We often hear this saying,

  After all, domestic violence only has one and countless times. If it is handled improperly on the first time, it will become a regular behavior and will be difficult to deal with it in the future. If we cannot fight back, we must also do an injury assessment as soon as possible to leave evidence for future treatment. Whether we want to continue or separate, we can protect ourselves.

Although domestic violence has been legislated, family problems cannot be solved by legal means, because of the ties between the family, the ties between children, the ties between property and other comprehensive factors. Sometimes when the couple wants to divorce, it means that one party may lose everything, especially the woman.

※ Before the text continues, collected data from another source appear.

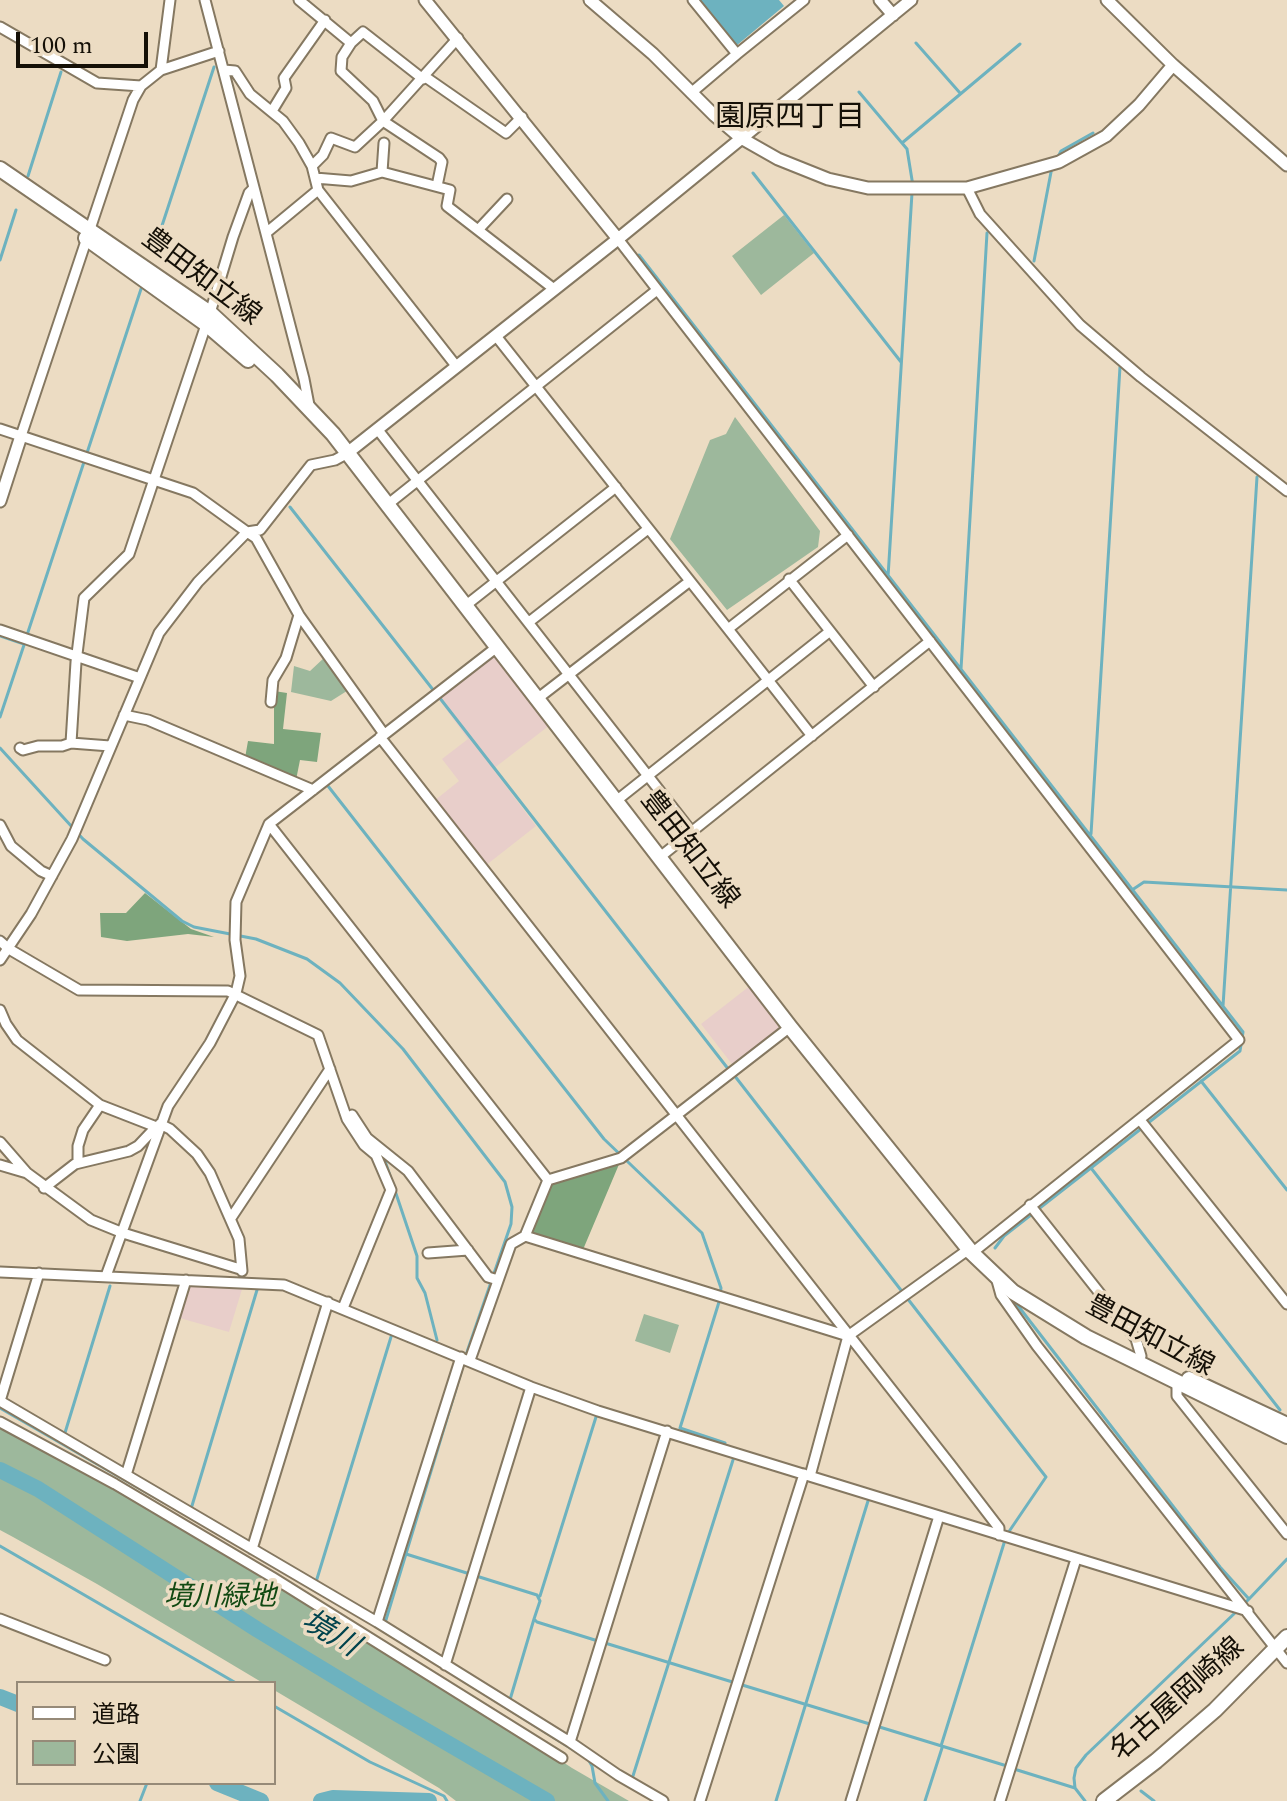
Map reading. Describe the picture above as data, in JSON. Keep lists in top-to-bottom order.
{
  "streets": {
    "main road": ["豊田知立線", "名古屋岡崎線"]
  },
  "districts": ["園原四丁目"],
  "water": ["境川"],
  "parks": ["境川緑地"],
  "legend": ["道路", "公園"],
  "scale_bar": "100 m"
}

  The reason why I am unwilling to choose to go to the last step is as mentioned in the previous article that it is even more difficult for us to marry. I don’t want to be a person who chooses to escape once a marriage problem is encountered, and I still want to actively improve the problem. Even if the price is that I have changed from a gentle woman to a woman who is extremely fierce when quarreling and ruthless when taking action.

We often hear this saying,

Women are not cruel, their status is unstable

There is an old saying: Women are not cruel, men are out of the blue. Women are not cruel and have unstable status.

  I hope that once you enter marriage, you will not be brainwashed by words like "gentle and obedient". No matter how much you love someone, you should have your own bottom line. A woman's tolerance will only make men unscrupulous.

  Only ruthless enough can you control a man. Whether it is money or other aspects, only if you are ruthless enough can you make up your mind and make men dare not do anything randomly.

  I am saying ruthlessly, which means that you want to establish the majesty of being a wife, so that when a man thinks of his wife at home, he will realize: if he does this, his wife at home may kill him, reducing the chance of making a man make mistakes.

  Matrix maintenance is a science, and women must learn rationally how to be a winner in marriage.

  Repent, it was too late for me to understand these principles, otherwise I would not have encountered so many things, but a person's growth will definitely require some hardships. Fortunately, later, I finally understood these principles and was able to dominate my life and place my soul.